Dataset entries:
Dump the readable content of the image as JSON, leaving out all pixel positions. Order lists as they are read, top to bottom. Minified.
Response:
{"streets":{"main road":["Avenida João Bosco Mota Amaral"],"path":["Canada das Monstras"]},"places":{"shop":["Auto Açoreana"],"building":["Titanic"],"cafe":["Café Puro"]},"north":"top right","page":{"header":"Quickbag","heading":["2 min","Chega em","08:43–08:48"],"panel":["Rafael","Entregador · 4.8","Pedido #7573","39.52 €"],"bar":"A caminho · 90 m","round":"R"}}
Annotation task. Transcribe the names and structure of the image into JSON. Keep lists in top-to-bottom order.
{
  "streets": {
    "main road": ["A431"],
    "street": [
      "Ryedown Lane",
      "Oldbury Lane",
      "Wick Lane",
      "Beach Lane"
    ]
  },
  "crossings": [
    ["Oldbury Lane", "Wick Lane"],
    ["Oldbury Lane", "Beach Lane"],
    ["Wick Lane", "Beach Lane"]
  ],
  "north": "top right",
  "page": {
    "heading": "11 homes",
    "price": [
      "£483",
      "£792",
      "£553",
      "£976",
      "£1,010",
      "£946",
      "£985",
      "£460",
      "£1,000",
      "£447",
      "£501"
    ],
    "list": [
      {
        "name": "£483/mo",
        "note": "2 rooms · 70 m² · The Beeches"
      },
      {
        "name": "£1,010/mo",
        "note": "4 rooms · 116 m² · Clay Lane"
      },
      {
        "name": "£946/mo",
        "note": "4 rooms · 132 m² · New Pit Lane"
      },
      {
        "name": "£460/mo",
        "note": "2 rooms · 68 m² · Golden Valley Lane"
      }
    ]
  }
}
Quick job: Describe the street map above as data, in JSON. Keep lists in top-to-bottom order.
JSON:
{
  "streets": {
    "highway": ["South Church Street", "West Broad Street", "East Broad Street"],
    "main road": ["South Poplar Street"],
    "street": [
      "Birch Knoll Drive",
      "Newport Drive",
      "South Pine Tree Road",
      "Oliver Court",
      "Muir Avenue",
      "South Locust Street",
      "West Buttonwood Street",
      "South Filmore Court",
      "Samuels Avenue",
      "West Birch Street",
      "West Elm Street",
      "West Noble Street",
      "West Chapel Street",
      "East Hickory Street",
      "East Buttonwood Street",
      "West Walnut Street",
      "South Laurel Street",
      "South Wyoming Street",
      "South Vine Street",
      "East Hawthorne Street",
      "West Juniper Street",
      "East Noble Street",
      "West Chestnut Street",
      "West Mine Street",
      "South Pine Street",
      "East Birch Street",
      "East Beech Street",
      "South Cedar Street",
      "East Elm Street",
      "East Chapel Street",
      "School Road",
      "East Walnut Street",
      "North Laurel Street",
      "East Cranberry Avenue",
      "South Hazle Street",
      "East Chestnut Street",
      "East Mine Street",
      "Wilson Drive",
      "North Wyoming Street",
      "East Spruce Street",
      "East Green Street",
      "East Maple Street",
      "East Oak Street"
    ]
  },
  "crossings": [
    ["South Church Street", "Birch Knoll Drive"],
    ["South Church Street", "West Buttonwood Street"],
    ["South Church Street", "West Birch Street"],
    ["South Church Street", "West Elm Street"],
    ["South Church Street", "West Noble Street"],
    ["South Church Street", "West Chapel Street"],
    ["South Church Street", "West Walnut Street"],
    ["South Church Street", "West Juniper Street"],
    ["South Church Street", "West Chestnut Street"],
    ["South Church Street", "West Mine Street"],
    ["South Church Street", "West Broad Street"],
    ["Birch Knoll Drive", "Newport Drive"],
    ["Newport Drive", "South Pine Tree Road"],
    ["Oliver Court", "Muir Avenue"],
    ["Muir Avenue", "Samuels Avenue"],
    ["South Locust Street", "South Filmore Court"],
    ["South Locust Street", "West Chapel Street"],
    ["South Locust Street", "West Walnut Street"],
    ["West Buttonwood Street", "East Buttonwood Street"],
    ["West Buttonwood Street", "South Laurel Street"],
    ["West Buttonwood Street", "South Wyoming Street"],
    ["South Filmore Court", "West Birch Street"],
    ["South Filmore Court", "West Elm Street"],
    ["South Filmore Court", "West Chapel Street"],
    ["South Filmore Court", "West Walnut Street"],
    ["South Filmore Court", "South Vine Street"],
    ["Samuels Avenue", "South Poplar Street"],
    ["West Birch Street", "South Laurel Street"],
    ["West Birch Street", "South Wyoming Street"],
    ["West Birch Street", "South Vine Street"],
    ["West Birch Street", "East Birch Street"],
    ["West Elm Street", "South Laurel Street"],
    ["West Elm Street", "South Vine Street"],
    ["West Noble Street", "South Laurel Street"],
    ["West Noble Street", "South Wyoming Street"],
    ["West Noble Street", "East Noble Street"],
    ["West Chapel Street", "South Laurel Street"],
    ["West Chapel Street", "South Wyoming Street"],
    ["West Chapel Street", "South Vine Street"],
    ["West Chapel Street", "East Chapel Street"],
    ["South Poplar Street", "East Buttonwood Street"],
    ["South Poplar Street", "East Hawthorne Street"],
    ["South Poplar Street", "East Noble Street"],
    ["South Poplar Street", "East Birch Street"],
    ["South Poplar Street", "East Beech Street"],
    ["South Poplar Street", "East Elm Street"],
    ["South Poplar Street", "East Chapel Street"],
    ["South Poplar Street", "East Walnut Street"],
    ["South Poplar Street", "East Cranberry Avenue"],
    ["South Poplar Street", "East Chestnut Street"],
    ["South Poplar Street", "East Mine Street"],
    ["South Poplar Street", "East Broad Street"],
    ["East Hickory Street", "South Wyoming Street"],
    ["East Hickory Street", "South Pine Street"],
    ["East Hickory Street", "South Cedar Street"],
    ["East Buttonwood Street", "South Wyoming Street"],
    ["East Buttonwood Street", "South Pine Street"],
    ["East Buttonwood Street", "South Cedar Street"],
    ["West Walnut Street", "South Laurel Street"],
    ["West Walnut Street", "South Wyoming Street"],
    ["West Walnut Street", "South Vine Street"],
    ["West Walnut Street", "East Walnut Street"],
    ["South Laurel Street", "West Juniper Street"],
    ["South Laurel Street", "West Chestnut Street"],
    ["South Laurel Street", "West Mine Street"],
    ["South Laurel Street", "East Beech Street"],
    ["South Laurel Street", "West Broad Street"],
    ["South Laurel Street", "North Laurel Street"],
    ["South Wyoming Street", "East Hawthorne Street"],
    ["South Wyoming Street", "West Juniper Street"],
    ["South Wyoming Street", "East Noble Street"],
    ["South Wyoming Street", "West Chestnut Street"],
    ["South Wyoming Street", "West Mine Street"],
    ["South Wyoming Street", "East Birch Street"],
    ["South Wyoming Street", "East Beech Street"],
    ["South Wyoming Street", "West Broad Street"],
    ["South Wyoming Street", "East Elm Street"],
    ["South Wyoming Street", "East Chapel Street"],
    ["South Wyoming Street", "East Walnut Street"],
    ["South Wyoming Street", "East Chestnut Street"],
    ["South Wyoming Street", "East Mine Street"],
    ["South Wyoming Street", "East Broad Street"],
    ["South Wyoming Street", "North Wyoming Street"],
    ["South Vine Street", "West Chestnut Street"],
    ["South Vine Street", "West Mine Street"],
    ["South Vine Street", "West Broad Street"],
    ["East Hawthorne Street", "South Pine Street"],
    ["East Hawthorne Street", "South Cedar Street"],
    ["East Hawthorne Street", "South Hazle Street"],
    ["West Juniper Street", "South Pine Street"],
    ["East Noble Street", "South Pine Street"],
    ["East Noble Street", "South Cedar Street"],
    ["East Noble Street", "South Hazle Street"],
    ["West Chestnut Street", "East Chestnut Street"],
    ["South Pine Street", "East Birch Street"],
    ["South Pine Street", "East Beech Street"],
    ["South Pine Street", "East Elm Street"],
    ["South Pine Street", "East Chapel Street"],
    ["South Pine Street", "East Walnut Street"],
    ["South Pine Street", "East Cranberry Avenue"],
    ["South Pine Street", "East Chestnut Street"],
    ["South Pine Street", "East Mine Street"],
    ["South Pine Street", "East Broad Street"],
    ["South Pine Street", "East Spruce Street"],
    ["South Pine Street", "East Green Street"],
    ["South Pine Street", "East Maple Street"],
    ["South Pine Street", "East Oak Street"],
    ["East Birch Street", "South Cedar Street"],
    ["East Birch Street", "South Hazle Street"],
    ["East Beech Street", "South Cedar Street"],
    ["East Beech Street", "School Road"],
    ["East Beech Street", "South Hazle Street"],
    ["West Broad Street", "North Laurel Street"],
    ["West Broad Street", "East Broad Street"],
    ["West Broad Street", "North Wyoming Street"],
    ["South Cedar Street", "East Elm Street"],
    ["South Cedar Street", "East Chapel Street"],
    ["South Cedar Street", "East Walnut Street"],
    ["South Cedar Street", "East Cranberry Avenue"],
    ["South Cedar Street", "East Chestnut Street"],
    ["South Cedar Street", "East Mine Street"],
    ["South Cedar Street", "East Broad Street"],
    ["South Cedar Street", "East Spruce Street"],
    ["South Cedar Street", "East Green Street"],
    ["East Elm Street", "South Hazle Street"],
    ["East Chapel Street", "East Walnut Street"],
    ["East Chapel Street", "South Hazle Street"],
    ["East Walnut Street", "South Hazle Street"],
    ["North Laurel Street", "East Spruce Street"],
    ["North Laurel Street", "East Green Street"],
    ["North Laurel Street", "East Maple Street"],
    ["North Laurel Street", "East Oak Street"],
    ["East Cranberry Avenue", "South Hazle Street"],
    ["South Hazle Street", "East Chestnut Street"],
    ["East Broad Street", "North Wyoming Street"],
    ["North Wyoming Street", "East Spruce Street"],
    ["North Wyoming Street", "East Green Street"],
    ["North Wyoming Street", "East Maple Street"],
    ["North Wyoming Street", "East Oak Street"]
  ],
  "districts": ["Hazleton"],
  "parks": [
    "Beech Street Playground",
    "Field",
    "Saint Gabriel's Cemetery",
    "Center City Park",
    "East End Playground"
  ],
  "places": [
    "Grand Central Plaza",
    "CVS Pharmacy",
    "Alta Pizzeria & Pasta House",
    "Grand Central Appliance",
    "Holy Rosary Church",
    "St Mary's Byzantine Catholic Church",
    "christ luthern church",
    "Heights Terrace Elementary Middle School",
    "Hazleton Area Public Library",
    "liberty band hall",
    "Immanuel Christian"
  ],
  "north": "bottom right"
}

▶ **ASSIGNED TASK**: Whenever the word "Cranberry" appears in a line above, copy that line.

▶ **OUTPUT OF THE TASK**:
      "East Cranberry Avenue",
    ["South Poplar Street", "East Cranberry Avenue"],
    ["South Pine Street", "East Cranberry Avenue"],
    ["South Cedar Street", "East Cranberry Avenue"],
    ["East Cranberry Avenue", "South Hazle Street"],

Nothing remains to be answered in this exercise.